### PROVIDED INFORMATION
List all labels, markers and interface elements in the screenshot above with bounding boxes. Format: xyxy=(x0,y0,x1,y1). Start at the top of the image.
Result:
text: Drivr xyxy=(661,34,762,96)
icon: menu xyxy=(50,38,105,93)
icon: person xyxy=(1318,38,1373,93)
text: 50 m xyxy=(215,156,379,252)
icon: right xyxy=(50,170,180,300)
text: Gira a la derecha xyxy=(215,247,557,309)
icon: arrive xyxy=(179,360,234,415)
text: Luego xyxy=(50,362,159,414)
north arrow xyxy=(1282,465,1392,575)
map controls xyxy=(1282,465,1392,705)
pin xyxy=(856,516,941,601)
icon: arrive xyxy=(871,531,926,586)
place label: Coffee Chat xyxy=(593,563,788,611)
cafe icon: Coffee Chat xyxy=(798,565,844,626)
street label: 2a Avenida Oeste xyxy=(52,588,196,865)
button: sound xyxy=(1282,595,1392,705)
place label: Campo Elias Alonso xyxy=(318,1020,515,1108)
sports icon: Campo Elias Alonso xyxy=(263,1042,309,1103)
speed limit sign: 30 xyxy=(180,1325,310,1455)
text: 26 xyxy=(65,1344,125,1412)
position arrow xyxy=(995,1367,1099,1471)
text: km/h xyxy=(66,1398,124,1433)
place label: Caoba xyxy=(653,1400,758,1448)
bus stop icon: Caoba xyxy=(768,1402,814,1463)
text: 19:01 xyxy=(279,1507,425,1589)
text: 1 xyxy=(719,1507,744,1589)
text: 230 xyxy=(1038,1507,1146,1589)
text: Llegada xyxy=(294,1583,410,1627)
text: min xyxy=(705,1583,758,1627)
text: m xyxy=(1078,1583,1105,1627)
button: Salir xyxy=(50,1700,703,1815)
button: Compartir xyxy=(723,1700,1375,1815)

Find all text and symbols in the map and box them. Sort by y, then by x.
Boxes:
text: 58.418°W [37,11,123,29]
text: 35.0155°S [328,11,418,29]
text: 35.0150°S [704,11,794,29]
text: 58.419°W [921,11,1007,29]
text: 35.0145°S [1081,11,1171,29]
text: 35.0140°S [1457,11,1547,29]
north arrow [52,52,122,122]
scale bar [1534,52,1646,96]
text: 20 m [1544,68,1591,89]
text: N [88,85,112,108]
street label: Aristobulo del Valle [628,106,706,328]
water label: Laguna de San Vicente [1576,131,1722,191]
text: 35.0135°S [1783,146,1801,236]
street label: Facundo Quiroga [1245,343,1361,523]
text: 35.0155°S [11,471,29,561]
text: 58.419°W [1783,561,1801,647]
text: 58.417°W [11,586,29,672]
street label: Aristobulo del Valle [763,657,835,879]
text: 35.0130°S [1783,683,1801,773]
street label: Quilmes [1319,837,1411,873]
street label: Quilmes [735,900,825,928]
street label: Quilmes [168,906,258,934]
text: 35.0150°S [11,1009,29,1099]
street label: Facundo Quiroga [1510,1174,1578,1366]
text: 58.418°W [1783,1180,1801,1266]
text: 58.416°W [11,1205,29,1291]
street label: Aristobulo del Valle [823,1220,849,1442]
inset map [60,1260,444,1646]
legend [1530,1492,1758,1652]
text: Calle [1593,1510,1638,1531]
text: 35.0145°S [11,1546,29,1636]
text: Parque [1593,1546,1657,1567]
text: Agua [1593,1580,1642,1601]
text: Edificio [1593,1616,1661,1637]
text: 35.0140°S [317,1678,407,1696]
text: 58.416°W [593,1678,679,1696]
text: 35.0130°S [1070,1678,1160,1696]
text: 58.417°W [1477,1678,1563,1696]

### TASK DESCRIPTION
All lines in the listing above should be written out again exactly.

### COMPLETED TASK
List all labels, markers and interface elements in the screenshot above with bounding boxes. Format: xyxy=(x0,y0,x1,y1). Start at the top of the image.
Result:
text: Drivr xyxy=(661,34,762,96)
icon: menu xyxy=(50,38,105,93)
icon: person xyxy=(1318,38,1373,93)
text: 50 m xyxy=(215,156,379,252)
icon: right xyxy=(50,170,180,300)
text: Gira a la derecha xyxy=(215,247,557,309)
icon: arrive xyxy=(179,360,234,415)
text: Luego xyxy=(50,362,159,414)
north arrow xyxy=(1282,465,1392,575)
map controls xyxy=(1282,465,1392,705)
pin xyxy=(856,516,941,601)
icon: arrive xyxy=(871,531,926,586)
place label: Coffee Chat xyxy=(593,563,788,611)
cafe icon: Coffee Chat xyxy=(798,565,844,626)
street label: 2a Avenida Oeste xyxy=(52,588,196,865)
button: sound xyxy=(1282,595,1392,705)
place label: Campo Elias Alonso xyxy=(318,1020,515,1108)
sports icon: Campo Elias Alonso xyxy=(263,1042,309,1103)
speed limit sign: 30 xyxy=(180,1325,310,1455)
text: 26 xyxy=(65,1344,125,1412)
position arrow xyxy=(995,1367,1099,1471)
text: km/h xyxy=(66,1398,124,1433)
place label: Caoba xyxy=(653,1400,758,1448)
bus stop icon: Caoba xyxy=(768,1402,814,1463)
text: 19:01 xyxy=(279,1507,425,1589)
text: 1 xyxy=(719,1507,744,1589)
text: 230 xyxy=(1038,1507,1146,1589)
text: Llegada xyxy=(294,1583,410,1627)
text: min xyxy=(705,1583,758,1627)
text: m xyxy=(1078,1583,1105,1627)
button: Salir xyxy=(50,1700,703,1815)
button: Compartir xyxy=(723,1700,1375,1815)

Find all text and symbols in the map and box them. Sort by y, then by x.
Boxes:
text: 58.418°W [37,11,123,29]
text: 35.0155°S [328,11,418,29]
text: 35.0150°S [704,11,794,29]
text: 58.419°W [921,11,1007,29]
text: 35.0145°S [1081,11,1171,29]
text: 35.0140°S [1457,11,1547,29]
north arrow [52,52,122,122]
scale bar [1534,52,1646,96]
text: 20 m [1544,68,1591,89]
text: N [88,85,112,108]
street label: Aristobulo del Valle [628,106,706,328]
water label: Laguna de San Vicente [1576,131,1722,191]
text: 35.0135°S [1783,146,1801,236]
street label: Facundo Quiroga [1245,343,1361,523]
text: 35.0155°S [11,471,29,561]
text: 58.419°W [1783,561,1801,647]
text: 58.417°W [11,586,29,672]
street label: Aristobulo del Valle [763,657,835,879]
text: 35.0130°S [1783,683,1801,773]
street label: Quilmes [1319,837,1411,873]
street label: Quilmes [735,900,825,928]
street label: Quilmes [168,906,258,934]
text: 35.0150°S [11,1009,29,1099]
street label: Facundo Quiroga [1510,1174,1578,1366]
text: 58.418°W [1783,1180,1801,1266]
text: 58.416°W [11,1205,29,1291]
street label: Aristobulo del Valle [823,1220,849,1442]
inset map [60,1260,444,1646]
legend [1530,1492,1758,1652]
text: Calle [1593,1510,1638,1531]
text: 35.0145°S [11,1546,29,1636]
text: Parque [1593,1546,1657,1567]
text: Agua [1593,1580,1642,1601]
text: Edificio [1593,1616,1661,1637]
text: 35.0140°S [317,1678,407,1696]
text: 58.416°W [593,1678,679,1696]
text: 35.0130°S [1070,1678,1160,1696]
text: 58.417°W [1477,1678,1563,1696]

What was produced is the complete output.